Saturday, June 20th, 2009 Nigel Jones

Those of us that have been working in this field for a long time are referred to as ‘experienced’. Experienced is taken to mean that we have been doing this for long enough that we have experienced many of the problems common to embedded systems and thus know how to solve them. Although this is true for many things, I think there is a downside to it – namely that because we’ve successfully solved a particular problem a number of times that we fall into the trap of thinking that our solution is optimal. In order to guard against this it is essential to be proactive in seeking out new solutions to old problems. To illustrate my point, I’ll take you on an abbreviated trip through the memory lane of my career when it comes to that most prosaic of problems – transmitting serial data between microcontrollers.

Back when I was a lad I was by definition naive and so I just transmitted the data without any thought to how to detect errors beyond the use of a parity bit on each byte. Well it didn’t take me long to work out that a simple parity bit wasn’t exactly a robust way of detecting errors, and so I started appending a simple additive checksum to the message.

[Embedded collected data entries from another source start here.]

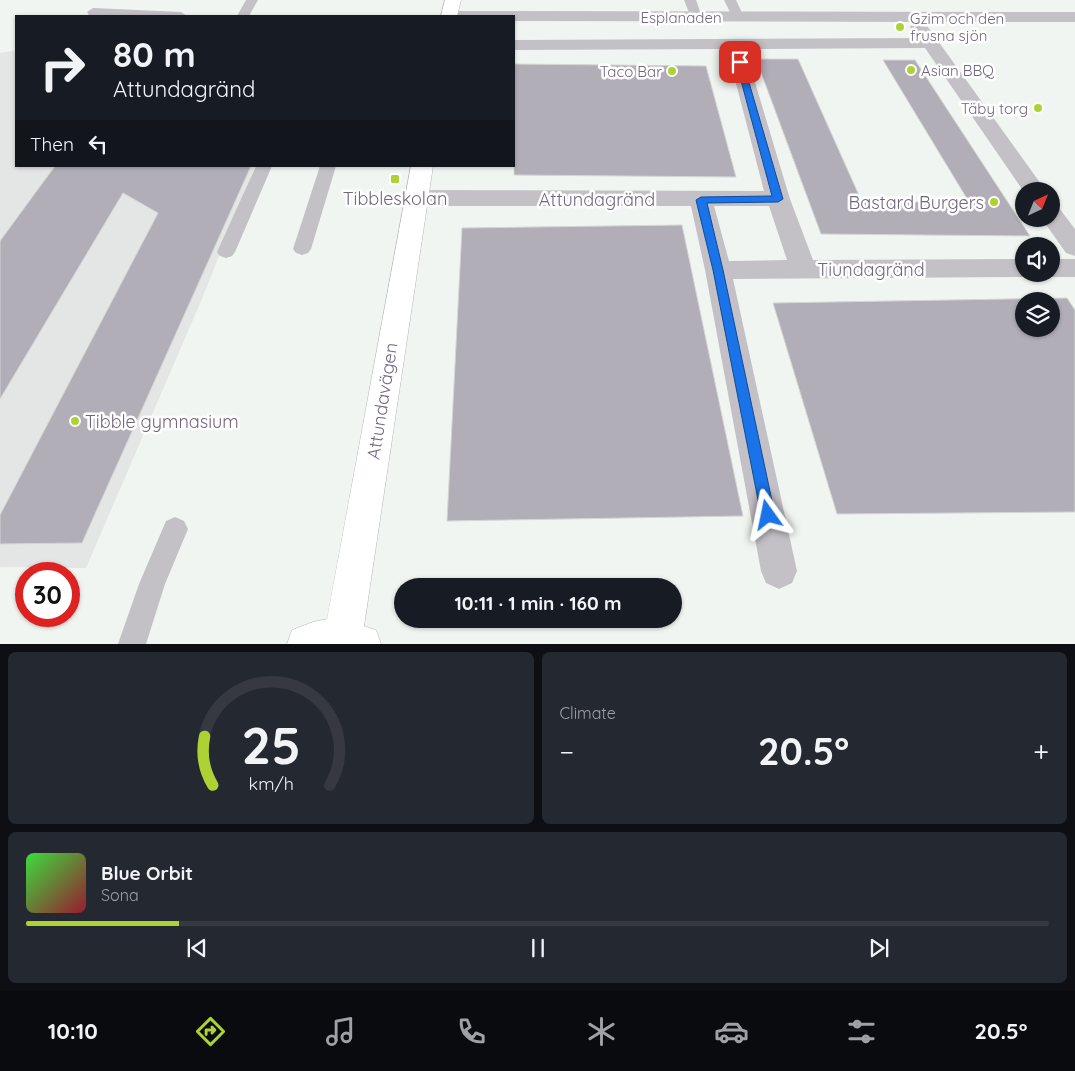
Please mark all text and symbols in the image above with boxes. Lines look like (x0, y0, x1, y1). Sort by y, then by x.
street label: Esplanaden (640, 8, 722, 27)
place label: Gzim och den frusna sjön (910, 9, 1004, 45)
marker: Gzim och den frusna sjön (894, 21, 906, 33)
text: 80 m (113, 32, 196, 76)
icon: right (30, 35, 95, 100)
pin (719, 41, 761, 83)
icon: arrive (726, 48, 754, 76)
place label: Asian BBQ (921, 61, 994, 80)
place label: Taco Bar (600, 62, 662, 81)
marker: Asian BBQ (905, 64, 917, 76)
marker: Taco Bar (666, 65, 678, 77)
text: Attundagränd (113, 75, 255, 103)
place label: Täby torg (961, 99, 1028, 118)
marker: Täby torg (1032, 102, 1044, 114)
icon: left (84, 130, 112, 158)
text: Then (30, 132, 74, 156)
marker: Tibbleskolan (389, 173, 401, 185)
north arrow (1015, 182, 1060, 228)
map controls (1015, 182, 1060, 337)
place label: Tibbleskolan (343, 187, 447, 210)
street label: Attundagränd (539, 188, 655, 211)
place label: Bastard Burgers (849, 191, 984, 214)
marker: Bastard Burgers (988, 196, 1000, 208)
button: sound (1015, 237, 1060, 282)
street label: Tiundagränd (817, 258, 925, 281)
button: layers (1015, 292, 1060, 337)
street label: Attundavägen (361, 341, 403, 461)
place label: Tibble gymnasium (85, 410, 239, 433)
marker: Tibble gymnasium (69, 415, 81, 427)
position arrow (741, 488, 793, 540)
speed limit sign: 30 (15, 562, 80, 627)
text: 10:11 · 1 min · 160 m (454, 591, 622, 615)
text: Climate (560, 703, 616, 723)
text: 25 (241, 712, 301, 777)
text: 20.5° (758, 727, 849, 775)
text: − (560, 734, 574, 769)
text: + (1033, 734, 1049, 769)
text: km/h (248, 772, 293, 794)
text: Blue Orbit (101, 861, 193, 885)
text: Sona (101, 885, 139, 905)
icon: previous (183, 934, 211, 962)
icon: pause (524, 934, 552, 962)
icon: next (865, 934, 893, 962)
icon: directions (193, 1014, 228, 1049)
icon: music (323, 1014, 358, 1049)
icon: phone (454, 1014, 489, 1049)
icon: climate (584, 1014, 619, 1049)
icon: car (714, 1014, 749, 1049)
icon: filters (844, 1014, 879, 1049)
text: 10:10 (48, 1017, 98, 1045)
text: 20.5° (975, 1017, 1027, 1045)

Well that worked for a while until the day it dawned on me that an additive checksum without an initial seed value was vulnerable to a stuck channel (e.g. all zeros). From that day on I started seeding my checksum computations with initial values. I tended to favour 0x2B (with apologies to Hamlet).

Somewhere along the road I switched from performing an additive checksum to using an XOR operation. I can’t remember why I did this – but it just seemed ‘better’.

This approach served me well for many years until I started investigating cyclic redundancy checks (CRC). I’d known about CRC’s for a long time of course. However all the ones I knew about used 16 or 32 bit values and had certain wondrous but rather unspecified properties for detecting certain classes of errors. To put it bluntly they seemed like complete overkill for sending a short message between two microprocessors – and so I didn’t entertain them. However this all changed the day I came across an 8 bit CRC. This changed my perspective dramatically. An 8 bit CRC designed for protecting small messages – excellent! Thus henceforth I eschewed the use of an LRC and instead opted for an 8 bit CRC to protect my messages.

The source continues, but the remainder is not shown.